RECORDED INFORMATION:
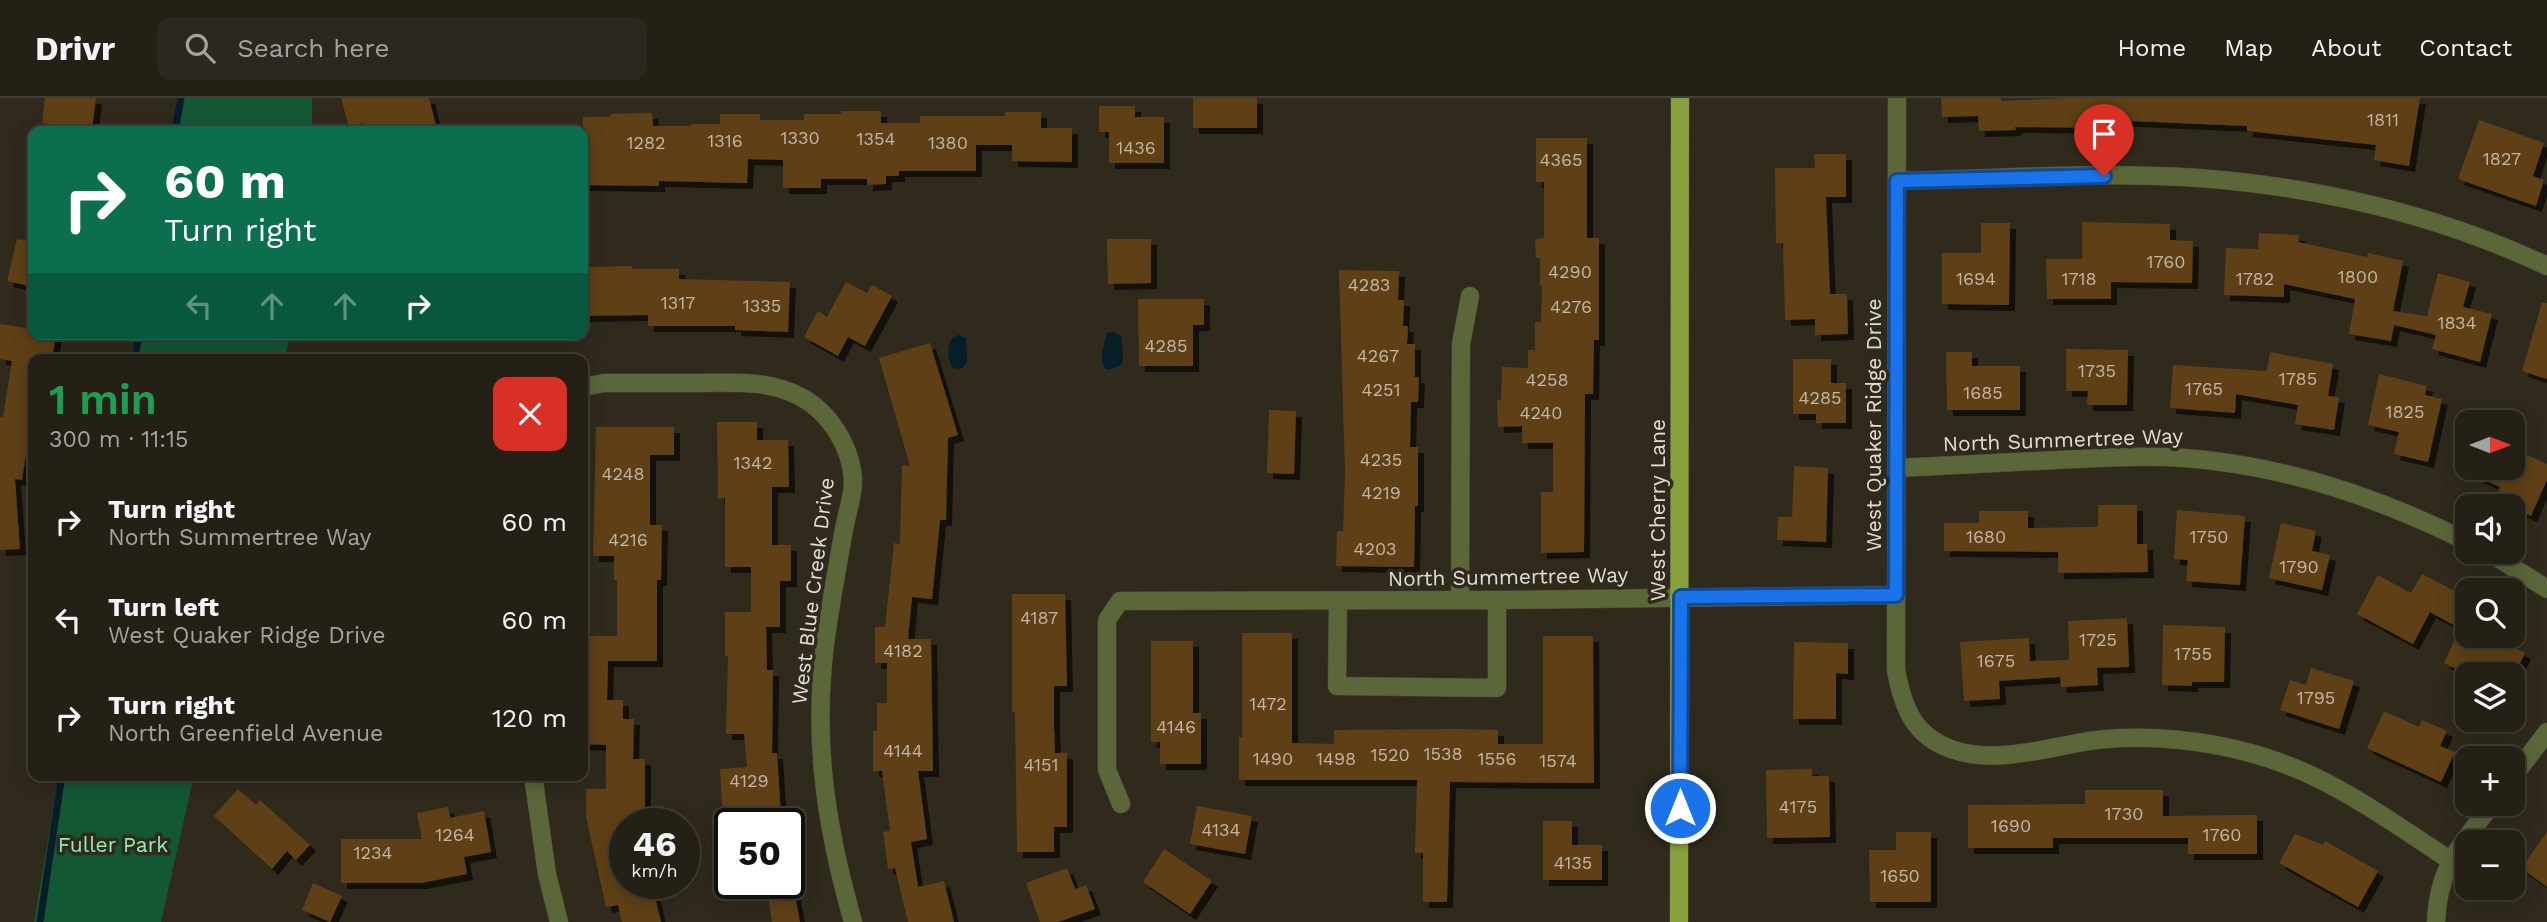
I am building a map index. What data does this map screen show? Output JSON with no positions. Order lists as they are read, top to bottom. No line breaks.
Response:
{"streets":{"main road":["West Cherry Lane"],"street":["West Quaker Ridge Drive","North Summertree Way","West Blue Creek Drive"]},"crossings":[["West Quaker Ridge Drive","North Summertree Way"],["North Summertree Way","West Cherry Lane"]],"parks":["Fuller Park"],"house_numbers":["1811","1330","1354","1316","1282","1380","1436","1827","4365","1760","4290","1800","1694","1718","1782","4283","1317","1335","4276","1834","4285","4267","1735","1785","4258","1765","4251","1685","4285","1825","4240","4235","1342","4248","4219","1680","1750","4216","4203","1790","4187","1725","4182","1755","1675","1795","1472","4146","4144","1538","1520","1490","1498","1556","1574","4151","4129","4175","1730","1690","4134","1264","1760","1234","4135","1650"],"north":"right","page":{"header":"Drivr","search":"Search here","nav":["Home","Map","About","Contact"],"turn":["60 m","Turn right"],"heading":["1 min","300 m · 11:15"],"map_buttons":["+","−"],"list":[{"name":"Turn right","note":"North Summertree Way","value":"60 m"},{"name":"Turn left","note":"West Quaker Ridge Drive","value":"60 m"},{"name":"Turn right","note":"North Greenfield Avenue","value":"120 m"}],"speed":"46 km/h","limit":"50"}}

REQUIRED ACTION: Reproduce the listing exactly. Leave its pictures out.

YOUR SOLUTION:
I am building a map index. What data does this map screen show? Output JSON with no positions. Order lists as they are read, top to bottom. No line breaks.
Response:
{"streets":{"main road":["West Cherry Lane"],"street":["West Quaker Ridge Drive","North Summertree Way","West Blue Creek Drive"]},"crossings":[["West Quaker Ridge Drive","North Summertree Way"],["North Summertree Way","West Cherry Lane"]],"parks":["Fuller Park"],"house_numbers":["1811","1330","1354","1316","1282","1380","1436","1827","4365","1760","4290","1800","1694","1718","1782","4283","1317","1335","4276","1834","4285","4267","1735","1785","4258","1765","4251","1685","4285","1825","4240","4235","1342","4248","4219","1680","1750","4216","4203","1790","4187","1725","4182","1755","1675","1795","1472","4146","4144","1538","1520","1490","1498","1556","1574","4151","4129","4175","1730","1690","4134","1264","1760","1234","4135","1650"],"north":"right","page":{"header":"Drivr","search":"Search here","nav":["Home","Map","About","Contact"],"turn":["60 m","Turn right"],"heading":["1 min","300 m · 11:15"],"map_buttons":["+","−"],"list":[{"name":"Turn right","note":"North Summertree Way","value":"60 m"},{"name":"Turn left","note":"West Quaker Ridge Drive","value":"60 m"},{"name":"Turn right","note":"North Greenfield Avenue","value":"120 m"}],"speed":"46 km/h","limit":"50"}}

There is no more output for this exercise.